[Stored items]
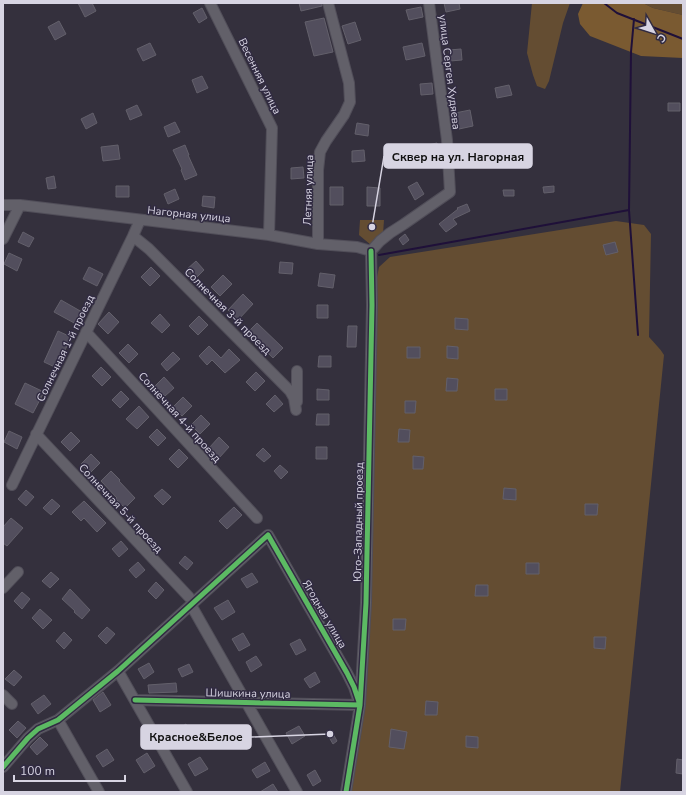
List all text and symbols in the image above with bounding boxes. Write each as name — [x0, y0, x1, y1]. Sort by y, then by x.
north arrow — [634, 12, 674, 52]
street label: улица Сергея Худяева — [435, 14, 464, 130]
text: С — [653, 30, 670, 46]
street label: Весенняя улица — [235, 36, 284, 117]
callout: Сквер на ул. Нагорная — [384, 144, 532, 168]
text: Сквер на ул. Нагорная — [392, 149, 524, 165]
street label: Летняя улица — [300, 154, 317, 226]
street label: Нагорная улица — [147, 203, 231, 226]
street label: Солнечная 3-й проезд — [181, 265, 275, 358]
street label: Солнечная 1-й проезд — [33, 292, 98, 404]
street label: Солнечная 4-й проезд — [135, 369, 225, 466]
street label: Солнечная 5-й проезд — [75, 460, 166, 557]
street label: Юго-Западный проезд — [350, 462, 367, 582]
street label: Ягодная улица — [299, 577, 350, 651]
street label: Шишкина улица — [205, 685, 291, 702]
callout: Красное&Белое — [141, 725, 251, 749]
text: Красное&Белое — [149, 729, 243, 745]
scale bar — [14, 757, 125, 783]
text: 100 m — [20, 763, 55, 779]

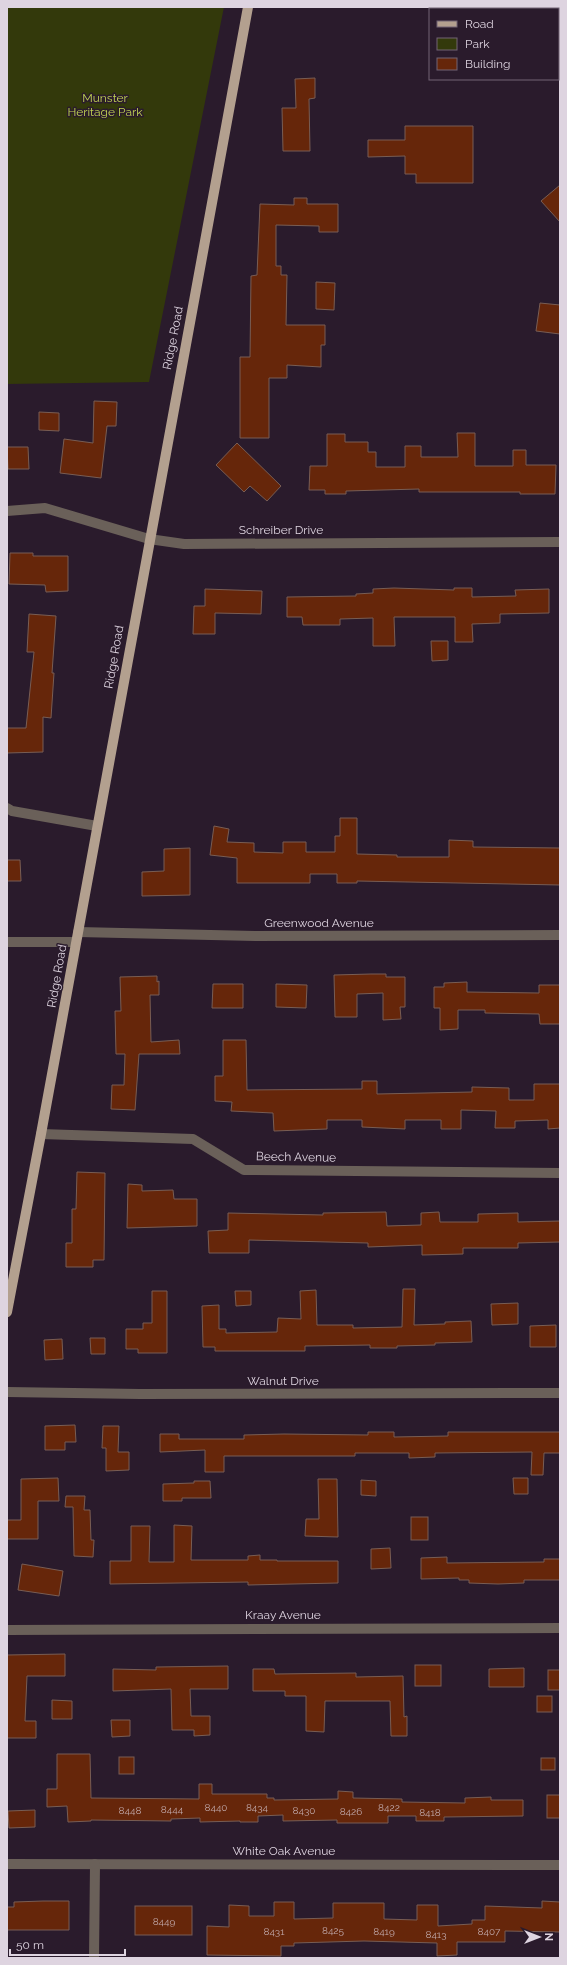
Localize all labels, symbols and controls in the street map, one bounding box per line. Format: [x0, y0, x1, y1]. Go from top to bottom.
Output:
legend [429, 8, 559, 80]
text: Road [465, 17, 494, 31]
text: Park [465, 37, 490, 51]
text: Building [465, 57, 511, 71]
park label: Munster Heritage Park [67, 91, 143, 119]
street label: Ridge Road [160, 305, 186, 371]
street label: Schreiber Drive [239, 523, 323, 537]
street label: Ridge Road [102, 624, 126, 690]
street label: Greenwood Avenue [264, 916, 374, 930]
street label: Ridge Road [45, 943, 69, 1009]
street label: Beech Avenue [256, 1149, 336, 1165]
street label: Walnut Drive [247, 1374, 319, 1388]
street label: Kraay Avenue [245, 1608, 321, 1622]
house number: 8440 [205, 1802, 227, 1813]
house number: 8434 [246, 1802, 269, 1813]
house number: 8422 [378, 1802, 400, 1813]
house number: 8444 [161, 1804, 184, 1815]
house number: 8448 [119, 1805, 141, 1816]
house number: 8430 [293, 1805, 315, 1816]
house number: 8426 [340, 1806, 362, 1817]
house number: 8418 [419, 1807, 441, 1818]
street label: White Oak Avenue [233, 1844, 335, 1858]
house number: 8449 [153, 1916, 175, 1927]
north arrow [519, 1917, 559, 1957]
house number: 8425 [322, 1925, 345, 1936]
house number: 8431 [263, 1926, 285, 1937]
house number: 8419 [373, 1926, 395, 1937]
house number: 8407 [478, 1926, 501, 1937]
house number: 8413 [425, 1929, 447, 1940]
scale bar [10, 1931, 125, 1957]
text: N [542, 1933, 555, 1941]
text: 50 m [16, 1938, 44, 1952]

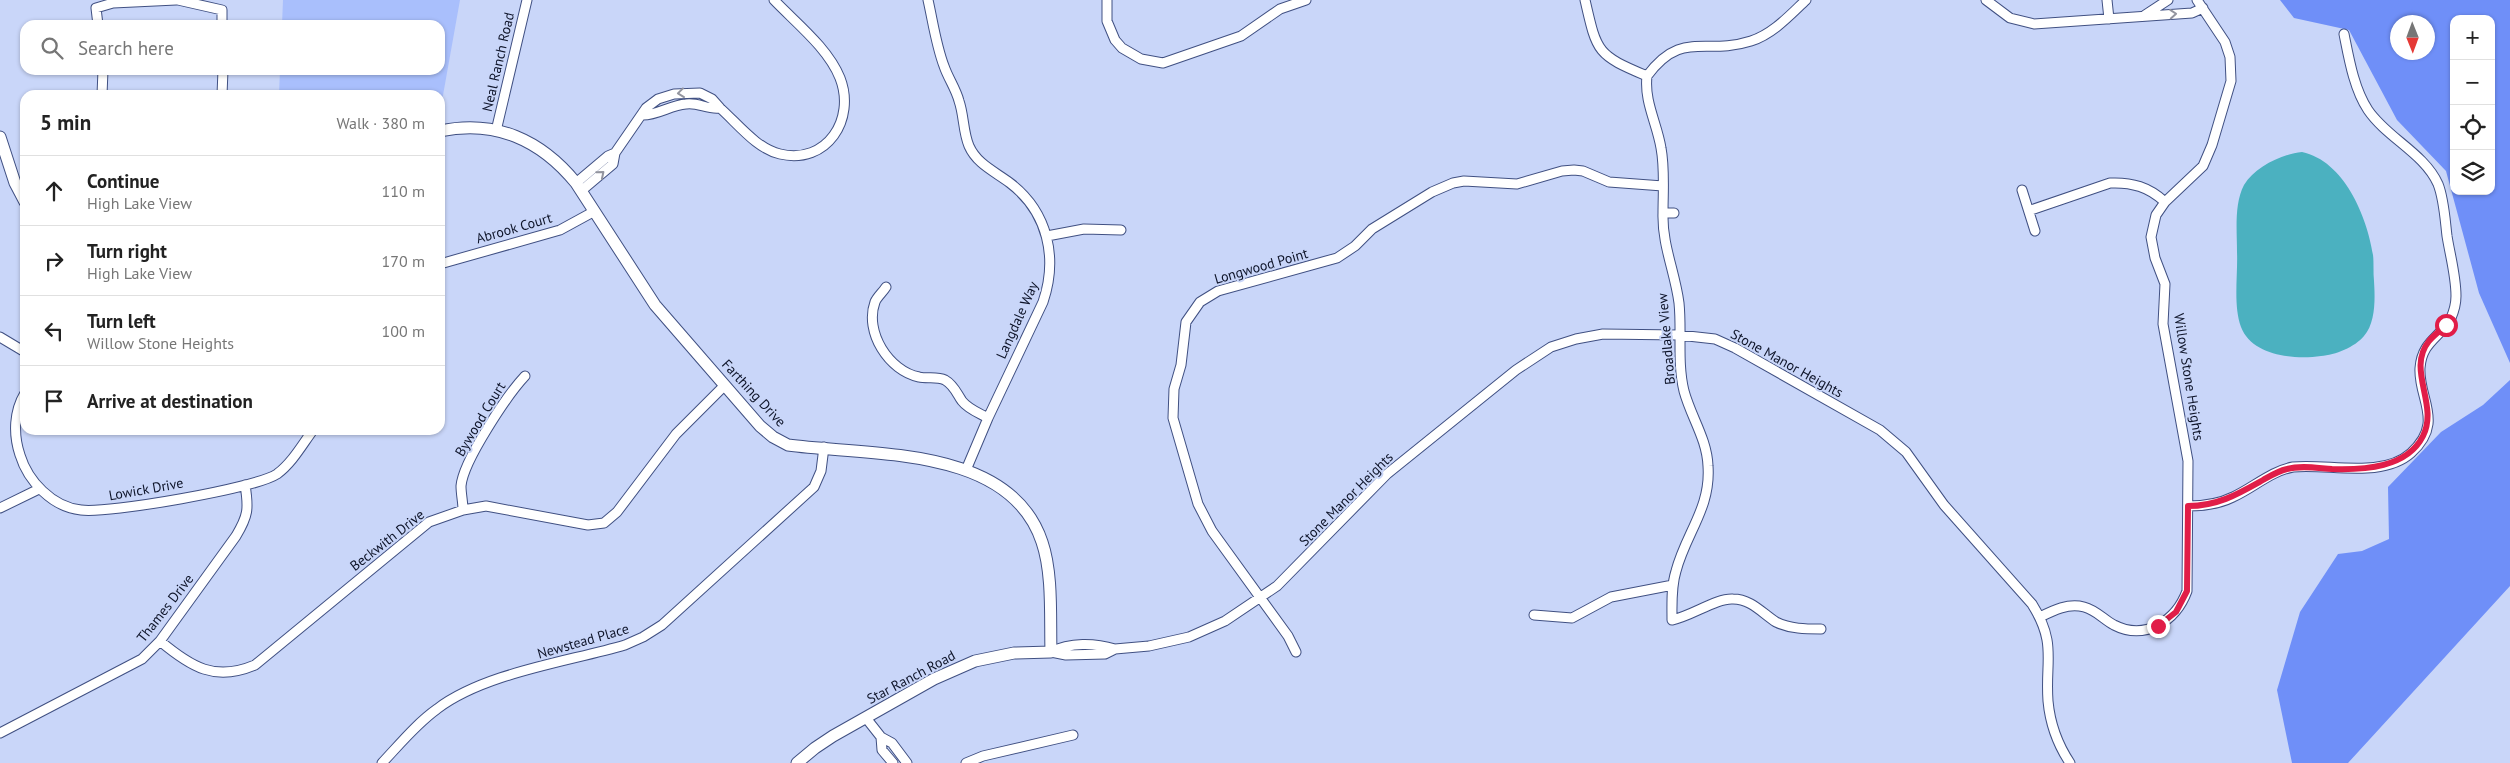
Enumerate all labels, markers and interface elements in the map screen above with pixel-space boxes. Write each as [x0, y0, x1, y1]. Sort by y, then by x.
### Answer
one-way arrow [2169, 9, 2177, 20]
street label: Neal Ranch Road [478, 11, 518, 113]
north arrow [2390, 15, 2435, 60]
map controls [2450, 15, 2495, 195]
button: + [2450, 15, 2495, 60]
search box [20, 20, 445, 75]
icon: search [38, 34, 66, 62]
text: Search here [78, 36, 174, 60]
button: − [2450, 60, 2495, 105]
one-way arrow [676, 87, 684, 98]
button: locate [2450, 105, 2495, 150]
text: 5 min [40, 109, 91, 136]
text: Walk · 380 m [336, 113, 425, 133]
button: layers [2450, 150, 2495, 195]
text: Continue [87, 169, 159, 193]
one-way arrow [595, 171, 604, 180]
icon: ahead [40, 177, 68, 205]
text: 110 m [382, 181, 425, 201]
text: High Lake View [87, 193, 192, 213]
street label: Abrook Court [474, 209, 554, 247]
text: Turn right [87, 239, 167, 263]
street label: Longwood Point [1212, 244, 1310, 288]
icon: right [40, 247, 68, 275]
text: 170 m [382, 251, 425, 271]
text: High Lake View [87, 263, 192, 283]
street label: Langdale Way [992, 278, 1042, 361]
street label: Broadlake View [1653, 292, 1679, 386]
text: Turn left [87, 309, 156, 333]
street label: Willow Stone Heights [2170, 312, 2208, 442]
route start [2435, 314, 2458, 337]
icon: left [40, 317, 68, 345]
text: 100 m [382, 321, 425, 341]
street label: Stone Manor Heights [1728, 325, 1846, 401]
text: Willow Stone Heights [87, 333, 234, 353]
street label: Farthing Drive [718, 355, 790, 431]
street label: Bywood Court [451, 378, 509, 460]
icon: arrive [40, 387, 68, 415]
text: Arrive at destination [87, 389, 253, 413]
street label: Stone Manor Heights [1295, 448, 1397, 550]
street label: Lowick Drive [107, 474, 185, 504]
street label: Beckwith Drive [346, 505, 428, 575]
street label: Thames Drive [133, 570, 197, 646]
route end [2147, 615, 2170, 638]
street label: Newstead Place [535, 619, 631, 663]
street label: Star Ranch Road [864, 646, 958, 708]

### Exercise description:
Print the data above exactly, from its first line to the line bearing "Localize all labels, symbols" inclusive, and keep pictures out of the result.

### Response area:
List all text and symbols in the image above with bounding boxes. Write each as name — [x0, y0, x1, y1]. Sort by y, then by x.
north arrow — [634, 12, 674, 52]
street label: улица Сергея Худяева — [435, 14, 464, 130]
text: С — [653, 30, 670, 46]
street label: Весенняя улица — [235, 36, 284, 117]
callout: Сквер на ул. Нагорная — [384, 144, 532, 168]
text: Сквер на ул. Нагорная — [392, 149, 524, 165]
street label: Летняя улица — [300, 154, 317, 226]
street label: Нагорная улица — [147, 203, 231, 226]
street label: Солнечная 3-й проезд — [181, 265, 275, 358]
street label: Солнечная 1-й проезд — [33, 292, 98, 404]
street label: Солнечная 4-й проезд — [135, 369, 225, 466]
street label: Солнечная 5-й проезд — [75, 460, 166, 557]
street label: Юго-Западный проезд — [350, 462, 367, 582]
street label: Ягодная улица — [299, 577, 350, 651]
street label: Шишкина улица — [205, 685, 291, 702]
callout: Красное&Белое — [141, 725, 251, 749]
text: Красное&Белое — [149, 729, 243, 745]
scale bar — [14, 757, 125, 783]
text: 100 m — [20, 763, 55, 779]

Localize all labels, symbols and controls in the street map, one bounding box per line. Format: [x0, y0, x1, y1]. Go from top to bottom.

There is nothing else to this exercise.